***** DATA EXTRACTS

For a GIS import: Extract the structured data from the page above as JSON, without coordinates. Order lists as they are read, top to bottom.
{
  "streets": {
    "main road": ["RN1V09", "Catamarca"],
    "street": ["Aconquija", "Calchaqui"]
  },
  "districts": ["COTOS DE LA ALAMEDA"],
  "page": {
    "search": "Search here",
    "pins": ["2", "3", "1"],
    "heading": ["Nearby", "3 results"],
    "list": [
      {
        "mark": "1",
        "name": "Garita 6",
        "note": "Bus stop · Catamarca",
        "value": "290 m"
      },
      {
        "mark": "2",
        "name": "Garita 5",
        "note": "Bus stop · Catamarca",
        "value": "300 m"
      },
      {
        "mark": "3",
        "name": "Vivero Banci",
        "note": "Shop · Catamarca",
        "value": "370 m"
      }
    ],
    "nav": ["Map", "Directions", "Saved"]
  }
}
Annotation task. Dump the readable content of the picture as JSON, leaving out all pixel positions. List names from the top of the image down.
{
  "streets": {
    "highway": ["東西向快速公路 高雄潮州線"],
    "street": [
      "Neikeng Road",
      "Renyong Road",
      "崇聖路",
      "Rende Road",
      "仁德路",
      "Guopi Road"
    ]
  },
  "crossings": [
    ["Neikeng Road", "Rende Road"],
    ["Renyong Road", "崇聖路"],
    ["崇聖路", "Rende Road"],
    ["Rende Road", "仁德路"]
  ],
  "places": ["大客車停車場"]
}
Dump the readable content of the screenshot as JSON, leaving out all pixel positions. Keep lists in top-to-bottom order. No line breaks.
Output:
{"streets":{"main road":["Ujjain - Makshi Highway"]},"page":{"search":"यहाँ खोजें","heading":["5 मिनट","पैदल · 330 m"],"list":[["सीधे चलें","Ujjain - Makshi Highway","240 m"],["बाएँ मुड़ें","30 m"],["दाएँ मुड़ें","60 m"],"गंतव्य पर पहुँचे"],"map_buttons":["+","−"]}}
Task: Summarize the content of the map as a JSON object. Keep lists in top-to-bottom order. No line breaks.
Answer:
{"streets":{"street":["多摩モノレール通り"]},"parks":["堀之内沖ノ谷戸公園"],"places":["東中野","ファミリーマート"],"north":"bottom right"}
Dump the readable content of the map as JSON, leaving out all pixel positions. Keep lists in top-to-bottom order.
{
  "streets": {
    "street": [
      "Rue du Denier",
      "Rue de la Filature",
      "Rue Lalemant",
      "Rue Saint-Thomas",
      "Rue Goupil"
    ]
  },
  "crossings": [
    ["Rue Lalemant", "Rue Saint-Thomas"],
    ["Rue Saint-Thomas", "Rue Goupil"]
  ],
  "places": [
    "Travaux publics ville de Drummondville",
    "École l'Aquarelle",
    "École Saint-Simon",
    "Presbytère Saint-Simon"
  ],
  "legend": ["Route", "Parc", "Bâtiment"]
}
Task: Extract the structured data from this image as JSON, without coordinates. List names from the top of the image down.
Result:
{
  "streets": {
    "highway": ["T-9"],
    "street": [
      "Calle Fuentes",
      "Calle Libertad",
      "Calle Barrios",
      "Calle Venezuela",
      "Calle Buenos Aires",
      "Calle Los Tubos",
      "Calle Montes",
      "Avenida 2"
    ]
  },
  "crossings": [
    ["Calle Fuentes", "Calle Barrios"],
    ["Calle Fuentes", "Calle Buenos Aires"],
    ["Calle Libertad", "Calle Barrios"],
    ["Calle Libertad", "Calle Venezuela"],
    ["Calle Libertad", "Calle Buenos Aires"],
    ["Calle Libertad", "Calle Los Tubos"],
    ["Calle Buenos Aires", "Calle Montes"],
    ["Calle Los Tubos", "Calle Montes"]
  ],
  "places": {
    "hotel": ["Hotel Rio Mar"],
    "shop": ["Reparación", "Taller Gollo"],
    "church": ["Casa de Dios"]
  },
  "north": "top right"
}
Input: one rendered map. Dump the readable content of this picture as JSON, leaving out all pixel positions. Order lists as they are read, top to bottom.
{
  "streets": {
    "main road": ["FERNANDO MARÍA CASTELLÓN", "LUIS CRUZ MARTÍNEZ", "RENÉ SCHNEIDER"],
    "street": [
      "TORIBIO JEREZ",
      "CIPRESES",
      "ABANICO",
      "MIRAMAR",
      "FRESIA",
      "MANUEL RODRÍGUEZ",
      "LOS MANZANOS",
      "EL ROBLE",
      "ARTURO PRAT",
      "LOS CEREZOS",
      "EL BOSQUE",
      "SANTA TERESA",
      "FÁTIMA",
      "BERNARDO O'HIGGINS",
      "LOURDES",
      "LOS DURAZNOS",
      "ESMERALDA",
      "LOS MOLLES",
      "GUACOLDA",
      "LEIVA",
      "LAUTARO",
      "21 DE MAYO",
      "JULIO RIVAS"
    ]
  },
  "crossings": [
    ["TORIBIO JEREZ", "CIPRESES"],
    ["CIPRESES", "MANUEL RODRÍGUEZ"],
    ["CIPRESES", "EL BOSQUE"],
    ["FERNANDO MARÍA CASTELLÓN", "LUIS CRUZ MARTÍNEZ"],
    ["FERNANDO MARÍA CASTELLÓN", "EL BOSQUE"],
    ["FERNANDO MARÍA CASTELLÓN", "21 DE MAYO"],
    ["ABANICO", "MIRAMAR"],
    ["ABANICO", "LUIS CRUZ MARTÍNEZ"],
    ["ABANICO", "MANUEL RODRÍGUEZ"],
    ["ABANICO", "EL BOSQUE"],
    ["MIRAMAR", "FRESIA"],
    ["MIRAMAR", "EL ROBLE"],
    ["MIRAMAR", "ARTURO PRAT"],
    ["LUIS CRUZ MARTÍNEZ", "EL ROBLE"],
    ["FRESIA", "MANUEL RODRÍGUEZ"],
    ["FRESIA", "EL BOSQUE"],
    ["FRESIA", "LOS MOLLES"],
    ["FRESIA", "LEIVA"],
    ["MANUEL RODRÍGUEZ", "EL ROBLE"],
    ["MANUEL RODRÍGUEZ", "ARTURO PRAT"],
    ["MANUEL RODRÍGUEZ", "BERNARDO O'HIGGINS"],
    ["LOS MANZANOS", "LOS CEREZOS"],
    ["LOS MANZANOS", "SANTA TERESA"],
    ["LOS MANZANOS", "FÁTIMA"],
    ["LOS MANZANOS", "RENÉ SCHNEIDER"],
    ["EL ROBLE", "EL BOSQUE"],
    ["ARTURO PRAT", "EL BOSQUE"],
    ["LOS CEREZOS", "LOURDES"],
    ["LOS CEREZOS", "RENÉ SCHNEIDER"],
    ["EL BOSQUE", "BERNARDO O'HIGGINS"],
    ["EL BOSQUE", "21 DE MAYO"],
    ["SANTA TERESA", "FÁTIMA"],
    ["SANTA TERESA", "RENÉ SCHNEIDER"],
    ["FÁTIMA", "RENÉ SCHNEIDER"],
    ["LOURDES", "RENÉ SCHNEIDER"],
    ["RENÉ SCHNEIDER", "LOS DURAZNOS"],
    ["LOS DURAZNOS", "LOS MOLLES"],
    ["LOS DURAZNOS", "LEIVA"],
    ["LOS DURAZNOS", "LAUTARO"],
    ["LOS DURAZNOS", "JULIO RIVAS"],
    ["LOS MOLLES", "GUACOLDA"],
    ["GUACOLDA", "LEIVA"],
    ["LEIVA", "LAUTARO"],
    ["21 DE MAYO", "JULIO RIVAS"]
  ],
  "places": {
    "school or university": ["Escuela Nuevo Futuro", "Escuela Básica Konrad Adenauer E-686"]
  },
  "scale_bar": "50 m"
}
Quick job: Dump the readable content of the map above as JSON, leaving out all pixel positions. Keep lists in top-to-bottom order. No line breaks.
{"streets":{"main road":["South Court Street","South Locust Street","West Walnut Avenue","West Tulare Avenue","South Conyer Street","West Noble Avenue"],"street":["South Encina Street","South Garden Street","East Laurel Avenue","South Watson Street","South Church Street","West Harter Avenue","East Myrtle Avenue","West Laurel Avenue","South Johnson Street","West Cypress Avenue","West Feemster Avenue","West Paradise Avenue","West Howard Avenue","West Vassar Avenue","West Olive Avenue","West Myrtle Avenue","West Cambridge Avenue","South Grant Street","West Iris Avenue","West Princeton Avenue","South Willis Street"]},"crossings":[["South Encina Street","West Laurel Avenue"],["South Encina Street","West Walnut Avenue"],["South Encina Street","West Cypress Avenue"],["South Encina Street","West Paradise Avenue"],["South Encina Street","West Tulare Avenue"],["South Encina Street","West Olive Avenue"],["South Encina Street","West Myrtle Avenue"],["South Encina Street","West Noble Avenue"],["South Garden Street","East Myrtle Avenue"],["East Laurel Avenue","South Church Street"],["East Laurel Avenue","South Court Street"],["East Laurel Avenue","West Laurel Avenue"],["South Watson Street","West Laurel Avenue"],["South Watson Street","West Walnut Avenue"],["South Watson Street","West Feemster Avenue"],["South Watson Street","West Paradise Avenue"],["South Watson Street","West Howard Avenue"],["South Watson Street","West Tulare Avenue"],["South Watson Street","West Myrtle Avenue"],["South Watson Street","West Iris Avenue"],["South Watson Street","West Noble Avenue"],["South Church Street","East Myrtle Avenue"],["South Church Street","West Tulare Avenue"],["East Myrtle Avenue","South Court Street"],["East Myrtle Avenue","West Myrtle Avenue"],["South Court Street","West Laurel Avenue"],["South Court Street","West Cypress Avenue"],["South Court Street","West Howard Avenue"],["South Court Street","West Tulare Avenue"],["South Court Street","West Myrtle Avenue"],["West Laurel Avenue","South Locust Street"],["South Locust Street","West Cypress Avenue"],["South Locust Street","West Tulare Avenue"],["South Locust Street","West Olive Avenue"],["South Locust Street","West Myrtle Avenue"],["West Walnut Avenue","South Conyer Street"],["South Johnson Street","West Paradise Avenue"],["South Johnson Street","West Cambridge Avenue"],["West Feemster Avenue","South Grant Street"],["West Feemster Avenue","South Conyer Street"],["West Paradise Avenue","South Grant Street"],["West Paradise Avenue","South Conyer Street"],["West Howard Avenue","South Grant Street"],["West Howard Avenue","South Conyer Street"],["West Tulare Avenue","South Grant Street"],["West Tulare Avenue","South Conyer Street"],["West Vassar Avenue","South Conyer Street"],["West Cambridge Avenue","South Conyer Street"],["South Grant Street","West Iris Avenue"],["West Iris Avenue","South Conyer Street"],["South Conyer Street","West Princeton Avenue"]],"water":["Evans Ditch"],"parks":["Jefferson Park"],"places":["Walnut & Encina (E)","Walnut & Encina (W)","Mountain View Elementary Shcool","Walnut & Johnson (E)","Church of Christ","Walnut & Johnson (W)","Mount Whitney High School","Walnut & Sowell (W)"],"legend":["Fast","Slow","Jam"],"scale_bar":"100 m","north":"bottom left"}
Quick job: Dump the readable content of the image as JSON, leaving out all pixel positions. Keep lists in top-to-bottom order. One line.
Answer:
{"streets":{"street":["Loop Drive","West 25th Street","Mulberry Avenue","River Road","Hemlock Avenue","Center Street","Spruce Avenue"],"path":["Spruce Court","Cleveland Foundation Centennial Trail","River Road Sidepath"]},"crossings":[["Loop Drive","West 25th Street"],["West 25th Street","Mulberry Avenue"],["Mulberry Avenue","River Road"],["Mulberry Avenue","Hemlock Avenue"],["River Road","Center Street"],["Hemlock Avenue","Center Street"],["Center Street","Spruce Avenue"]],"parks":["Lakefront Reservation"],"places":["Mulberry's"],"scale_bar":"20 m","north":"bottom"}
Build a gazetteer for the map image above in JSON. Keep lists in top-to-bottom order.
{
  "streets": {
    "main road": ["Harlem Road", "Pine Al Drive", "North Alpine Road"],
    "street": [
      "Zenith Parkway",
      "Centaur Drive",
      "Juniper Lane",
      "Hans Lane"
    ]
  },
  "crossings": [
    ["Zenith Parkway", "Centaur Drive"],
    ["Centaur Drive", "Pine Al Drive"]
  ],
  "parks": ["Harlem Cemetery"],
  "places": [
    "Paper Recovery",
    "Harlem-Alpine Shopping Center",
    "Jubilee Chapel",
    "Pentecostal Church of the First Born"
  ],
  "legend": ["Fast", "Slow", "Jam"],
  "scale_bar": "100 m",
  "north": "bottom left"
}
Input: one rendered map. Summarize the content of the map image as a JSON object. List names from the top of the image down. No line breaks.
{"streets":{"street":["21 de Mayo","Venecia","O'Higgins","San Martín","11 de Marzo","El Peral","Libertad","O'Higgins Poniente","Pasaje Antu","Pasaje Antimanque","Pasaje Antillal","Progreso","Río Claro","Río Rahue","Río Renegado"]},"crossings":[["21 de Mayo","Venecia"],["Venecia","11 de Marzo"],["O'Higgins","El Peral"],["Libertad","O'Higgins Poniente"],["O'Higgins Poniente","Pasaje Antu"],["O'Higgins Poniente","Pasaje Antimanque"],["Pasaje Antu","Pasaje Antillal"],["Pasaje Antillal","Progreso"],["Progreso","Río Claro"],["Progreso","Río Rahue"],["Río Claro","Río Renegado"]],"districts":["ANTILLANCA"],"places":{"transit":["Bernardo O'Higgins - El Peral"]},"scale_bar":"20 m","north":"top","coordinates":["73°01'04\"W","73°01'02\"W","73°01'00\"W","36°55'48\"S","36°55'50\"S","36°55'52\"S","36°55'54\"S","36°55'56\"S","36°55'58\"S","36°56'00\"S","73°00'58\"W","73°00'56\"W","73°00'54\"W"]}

**********

Check each line of the entries for the string "Summarize". Copy the lines that have it.

**SOLUTION TO THE PROBLEM**
Task: Summarize the content of the map as a JSON object. Keep lists in top-to-bottom order. No line breaks.
Input: one rendered map. Summarize the content of the map image as a JSON object. List names from the top of the image down. No line breaks.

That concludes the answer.